• Question: how would you describe your journey throughout the competion as making a sandwich?

    Asked by mcclean to Adam, Joanna, Louise S, Marcus on 21 Nov 2012.
    • Photo: Joanna Giles

      Joanna Giles answered on 21 Nov 2012:


      haha! That is brilliant. Hmmmmm, well!
      I know the bread and butter would be the foundation – so I think that when I was filling in the whole questionnaire and uploading photos, perhaps that would be the bread and butter (but can I have a baguette rather than a sandwich? please?). Then I suppose my bread and butter was toasted, because I had to wait a little while before the competition started.

      When the questions started coming in, I guess that was when the sandwich filling comes in – but some were very random and some were huge, so I reckon it was a bit like opening the fridge and seeing what was in there and chucking it all on! A bit of ham, a bit of jam a bit of lettuce … a bit of everything! I think the live chats have been a bit like adding some mayo – a nice extra touch to a massive sandwich!

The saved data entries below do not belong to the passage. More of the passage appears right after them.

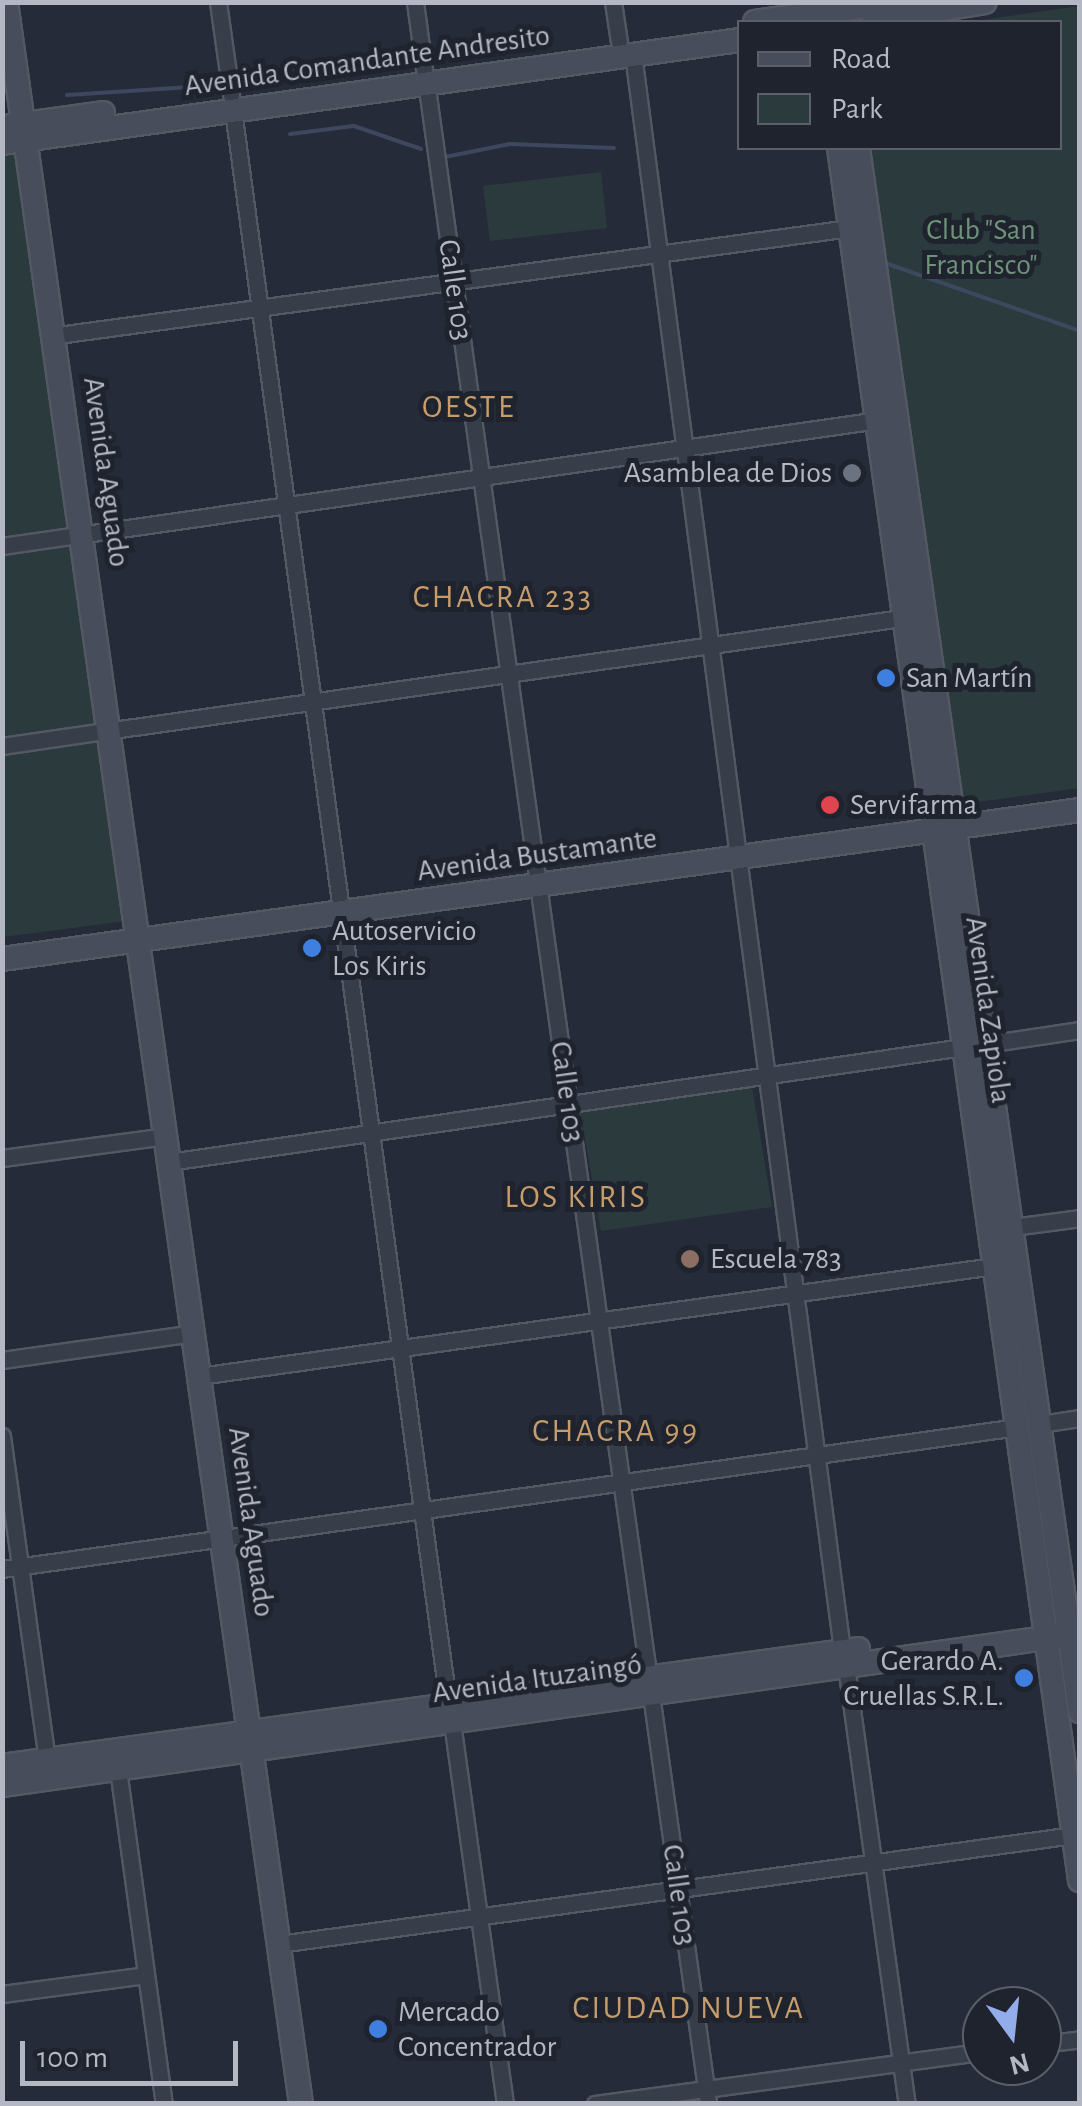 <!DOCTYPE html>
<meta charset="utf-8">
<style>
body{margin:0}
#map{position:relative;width:1082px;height:2106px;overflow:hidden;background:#252b38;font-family:"Alegreya Sans",sans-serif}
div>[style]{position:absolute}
.green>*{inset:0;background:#2b3b3d}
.stream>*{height:4px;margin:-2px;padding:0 2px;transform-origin:2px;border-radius:2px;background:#3d485f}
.roads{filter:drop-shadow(2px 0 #545863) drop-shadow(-2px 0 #545863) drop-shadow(0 2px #545863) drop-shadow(0 -2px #545863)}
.street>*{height:15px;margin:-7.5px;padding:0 7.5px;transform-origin:7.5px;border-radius:7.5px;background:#383e49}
.secondary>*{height:22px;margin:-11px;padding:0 11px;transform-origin:11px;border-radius:11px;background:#474d5b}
.dots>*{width:28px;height:28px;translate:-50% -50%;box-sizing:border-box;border:5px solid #1e232d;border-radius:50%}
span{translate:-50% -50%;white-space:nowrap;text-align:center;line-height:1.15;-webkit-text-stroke:10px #1e232d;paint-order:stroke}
.street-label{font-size:30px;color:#b4b8c4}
.park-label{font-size:30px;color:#6e927a}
.poi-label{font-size:30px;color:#b4b8c4}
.right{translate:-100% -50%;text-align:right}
.left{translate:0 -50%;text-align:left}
.neighbourhood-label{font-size:32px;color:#c69c6d;letter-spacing:2.5px}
.frame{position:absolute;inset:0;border:5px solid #b4b8c4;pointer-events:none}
.legend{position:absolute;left:737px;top:20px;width:325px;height:130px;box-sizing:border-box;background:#1e232d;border:2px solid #5a5f69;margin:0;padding:12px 18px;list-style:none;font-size:30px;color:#b4b8c4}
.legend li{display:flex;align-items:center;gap:20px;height:50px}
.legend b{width:50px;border:2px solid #5a5f69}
.north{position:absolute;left:962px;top:1986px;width:100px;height:100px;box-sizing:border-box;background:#1e232d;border:2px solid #5a5f69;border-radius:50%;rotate:165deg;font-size:28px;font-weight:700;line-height:40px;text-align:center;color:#b4b8c4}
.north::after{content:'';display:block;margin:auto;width:35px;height:45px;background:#93acea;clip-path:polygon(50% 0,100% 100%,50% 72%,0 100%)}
.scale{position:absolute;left:20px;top:2041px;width:218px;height:45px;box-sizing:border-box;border:5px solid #b4b8c4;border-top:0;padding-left:12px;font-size:30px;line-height:35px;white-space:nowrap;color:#b4b8c4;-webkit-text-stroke:8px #1e232d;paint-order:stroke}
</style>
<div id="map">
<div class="green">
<div style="clip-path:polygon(1079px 6px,1079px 788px,963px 804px,866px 148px,1060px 148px,1060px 22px,968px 22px)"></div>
<div style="clip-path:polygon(27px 146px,134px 920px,3px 937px,2px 149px)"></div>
<div style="clip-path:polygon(601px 172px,607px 228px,490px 241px,483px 186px)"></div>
<div style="clip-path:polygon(752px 1087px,772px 1207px,601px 1231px,580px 1110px)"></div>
</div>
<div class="stream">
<div style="left:67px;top:95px;width:124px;rotate:-3.7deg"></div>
<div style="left:290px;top:134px;width:64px;rotate:-7.1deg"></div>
<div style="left:354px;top:126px;width:71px;rotate:18.9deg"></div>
<div style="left:445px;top:157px;width:66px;rotate:-11.3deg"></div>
<div style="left:510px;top:144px;width:104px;rotate:2.2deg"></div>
<div style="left:885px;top:263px;width:207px;rotate:19.2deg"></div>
</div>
<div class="roads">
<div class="street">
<div style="left:218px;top:2px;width:94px;rotate:82deg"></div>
<div style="left:415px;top:2px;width:68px;rotate:82.3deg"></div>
<div style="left:613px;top:2px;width:40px;rotate:81.5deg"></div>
<div style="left:633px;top:54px;width:1611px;rotate:82.54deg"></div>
<div style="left:426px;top:81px;width:2043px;rotate:82.06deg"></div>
<div style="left:233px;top:110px;width:1607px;rotate:82.31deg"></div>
<div style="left:65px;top:334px;width:792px;rotate:-7.69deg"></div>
<div style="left:93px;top:533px;width:800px;rotate:-8.19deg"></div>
<div style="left:2px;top:546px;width:84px;rotate:-8.2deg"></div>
<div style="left:120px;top:729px;width:790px;rotate:-8.08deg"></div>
<div style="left:2px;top:746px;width:111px;rotate:-8.3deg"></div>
<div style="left:986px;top:1044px;width:95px;rotate:-8.5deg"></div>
<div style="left:2px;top:1158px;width:165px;rotate:-7.6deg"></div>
<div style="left:169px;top:1162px;width:802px;rotate:-8.24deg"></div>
<div style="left:1012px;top:1227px;width:69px;rotate:-7.5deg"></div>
<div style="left:2px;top:1360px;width:193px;rotate:-8deg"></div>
<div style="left:199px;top:1376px;width:803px;rotate:-7.88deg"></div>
<div style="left:1040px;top:1424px;width:40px;rotate:-8.5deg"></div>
<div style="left:2px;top:1436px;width:336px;rotate:82.1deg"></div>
<div style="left:2px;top:1569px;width:1025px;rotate:-7.96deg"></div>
<div style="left:846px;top:1666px;width:442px;rotate:82.1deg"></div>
<div style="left:452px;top:1722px;width:386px;rotate:82.1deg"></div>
<div style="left:118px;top:1769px;width:338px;rotate:82.2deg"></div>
<div style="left:279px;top:1944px;width:802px;rotate:-7.81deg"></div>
<div style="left:2px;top:1994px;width:145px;rotate:-7.5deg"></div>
<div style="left:1042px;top:2044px;width:38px;rotate:-7deg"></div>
<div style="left:595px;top:2104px;width:390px;rotate:-7.7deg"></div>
</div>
<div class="secondary">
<div style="left:6px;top:2px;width:2123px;rotate:82.01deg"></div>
<div style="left:874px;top:20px;width:112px;rotate:-9.2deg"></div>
<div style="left:755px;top:22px;width:140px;rotate:-8.2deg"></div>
<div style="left:11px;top:126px;width:93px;rotate:-8deg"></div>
<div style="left:2px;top:143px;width:745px;rotate:-7.95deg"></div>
<div style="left:839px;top:148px;width:1749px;rotate:82.08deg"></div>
<div style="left:858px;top:148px;width:1579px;rotate:81.92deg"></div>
<div style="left:2px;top:959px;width:1088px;rotate:-7.87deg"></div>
<div style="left:2px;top:1766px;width:864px;rotate:-7.78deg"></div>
<div style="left:2px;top:1785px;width:1067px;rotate:-8.02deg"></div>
</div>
</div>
<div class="dots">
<div style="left:852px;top:473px;background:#6b7280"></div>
<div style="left:886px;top:678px;background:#3f7fe0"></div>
<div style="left:830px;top:805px;background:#e0444e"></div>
<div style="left:312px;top:948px;background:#3f7fe0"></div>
<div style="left:690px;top:1259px;background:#8d6e63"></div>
<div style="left:1024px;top:1678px;background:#3f7fe0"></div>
<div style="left:378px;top:2029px;background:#3f7fe0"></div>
</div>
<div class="street-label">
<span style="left:367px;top:61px;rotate:-8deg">Avenida Comandante Andresito</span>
<span style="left:455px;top:290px;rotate:82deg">Calle 103</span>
<span style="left:106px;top:472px;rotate:82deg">Avenida Aguado</span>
<span style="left:537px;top:855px;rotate:-8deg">Avenida Bustamante</span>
<span style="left:988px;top:1010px;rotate:82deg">Avenida Zapiola</span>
<span style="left:567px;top:1092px;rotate:82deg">Calle 103</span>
<span style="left:251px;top:1522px;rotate:82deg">Avenida Aguado</span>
<span style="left:537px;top:1679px;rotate:-8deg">Avenida Ituzaingó</span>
<span style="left:679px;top:1895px;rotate:82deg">Calle 103</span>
</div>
<div class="park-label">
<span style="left:981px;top:247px">Club "San<br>Francisco"</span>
</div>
<div class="poi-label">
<span class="right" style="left:832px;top:473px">Asamblea de Dios</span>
<span class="left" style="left:906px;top:678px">San Martín</span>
<span class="left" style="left:850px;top:805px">Servifarma</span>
<span class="left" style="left:332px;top:948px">Autoservicio<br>Los Kiris</span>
<span class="left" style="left:710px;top:1259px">Escuela 783</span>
<span class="right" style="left:1004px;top:1678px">Gerardo A.<br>Cruellas S.R.L.</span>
<span class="left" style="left:398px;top:2029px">Mercado<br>Concentrador</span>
</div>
<div class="neighbourhood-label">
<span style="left:469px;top:407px">OESTE</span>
<span style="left:503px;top:597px">CHACRA 233</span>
<span style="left:576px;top:1197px">LOS KIRIS</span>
<span style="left:616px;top:1431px">CHACRA 99</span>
<span style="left:689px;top:2008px">CIUDAD NUEVA</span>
</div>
<div class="frame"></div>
<ul class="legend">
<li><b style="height:12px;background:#474d5b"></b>Road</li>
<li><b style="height:28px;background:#2b3b3d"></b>Park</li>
</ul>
<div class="north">N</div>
<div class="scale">100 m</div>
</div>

      Does this even make any sense? or am I going crazy? :S

    • Photo: Marcus Wilson

      Marcus Wilson answered on 21 Nov 2012:


      erm well, i suppose the registration process and early slection was the brea, because it was neccesary but pretty boring. The questions would be the salad filling, lots of it but plenty of time to get through. and the chat seassions would be a biig chunk of meat, intense, lots of flavour and the most satisfying bit.

    • Photo: Louise Stanley

      Louise Stanley answered on 21 Nov 2012:


      Hello!

      Wow thats a metaphor and a half! I like sandwiches so that is a good start I guess! I would agree with Joanna in that we (the scientists) are the bread or baguette whichever is your preference the basis of a sandwich. And then you guys are the fillings – what make it interesting and exciting – without you there wouldn’t be a competition and would be a bit boring (like bread on its own!). With so many questions being asked the sandwich is very full now so will be difficult to get my mouth round 🙂

    • Photo: Adam Paige

      Adam Paige answered on 22 Nov 2012:


      I guess for me it has been a lot like preparing my daughter’s school lunch each morning. Done rapidly and rushed in between a dozen other things needing to be done in a short space of time. But hoping that I am managing to make a sandwich interesting and tasty enough for her to enjoy at lunchtime. And then waiting for the end of day result to see if she ate her lunch or is going to complain about what I gave her.

      But despite the metaphor – this experience is a lot more fun than sandwiches!